The people are losing faith this Government has the ability and indeed the power to deliver it. They do not see the required staffing numbers coming through or the level of student intake in our third-level institutions being sufficient to meet the need. They see a Government underfunding our HSE. We have seen a supplementary budget of €1 billion announced today just to meet the need for this year, but people see a recruitment freeze that is going to further cripple our front-line services. People see waiting lists, which many of them are on given the number waiting is nearly 900,000, only getting longer. People see a workforce that is burnt out and struggling to retain existing staff. The healthcare staff who are coming through cannot afford to live here. They cannot afford the housing and even some of the job and training opportunities in the healthcare service do not match what is on offer in other healthcare services such as those of our near neighbours or further afield in the Middle East, North America or Australia-New Zealand.
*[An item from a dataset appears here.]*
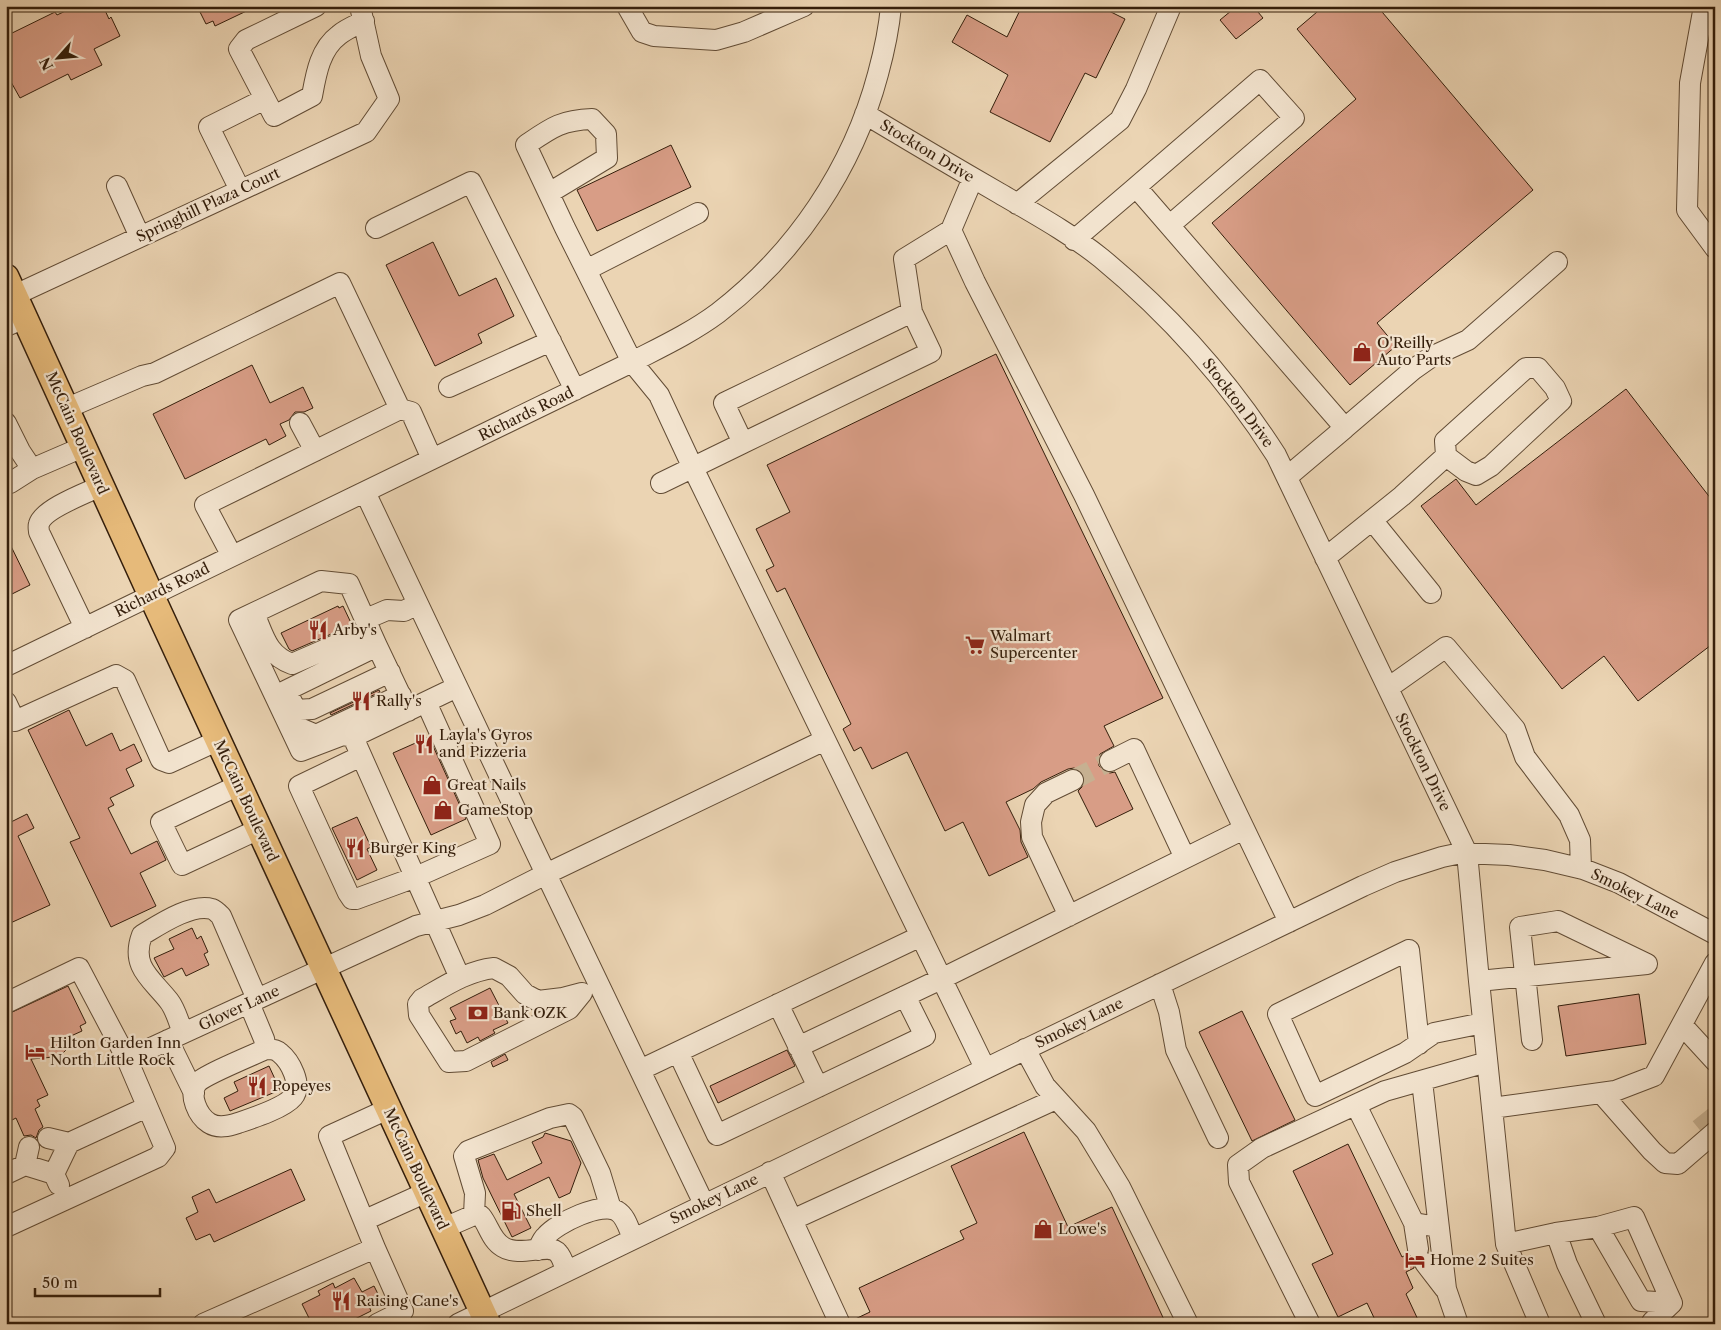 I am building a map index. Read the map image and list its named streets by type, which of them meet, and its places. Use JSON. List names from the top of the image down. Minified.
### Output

We are not retaining enough people who are educated through FETAC or to degree level and the staff currently in the system are being forced out of it due to the uncertainty of our healthcare system, which is only exacerbating all these issues.
Private health insurance cannot become a synonym for good healthcare, though some on the right would have one believe that is the case. With waiting lists as bad as they are, there is a perception among people that they need private health insurance out of fear more than anything else. As we know, many people who pay sometimes thousands of euro per year so they and their families can have private health insurance are not getting any benefit from it. It is there, as Deputy Cullinane said, as a comfort blanket in case the worst happens. This is not the sign of a good healthcare system. Unfortunately, in some instances where people are let down by the public system and have private health insurance they still cannot get the care they need because the private system is also absolutely crippled. We are seeing this in a number of areas. We see this with assessment of needs waiting lists and especially in the area of mental healthcare. There is a huge issue in communities all over the country. People facing mental health issues and parents of children with mental health issues are being told to go private due to extensive waiting lists with the HSE. Whey they go through a private health insurer, if they have one, they realise either the condition is not covered or if it is, the service still is not there. It is an absolute mess. Mental health is an issue I do not feel this Government has taken seriously at all and we have seen that in the derisory mental health allocation in budget 2024. What it means in real terms is people are being let down and they are losing hope. Access to mental health services cannot be a choice between the year a person is lucky enough to get on a waiting list or whether their health insurance provider will cover those costs.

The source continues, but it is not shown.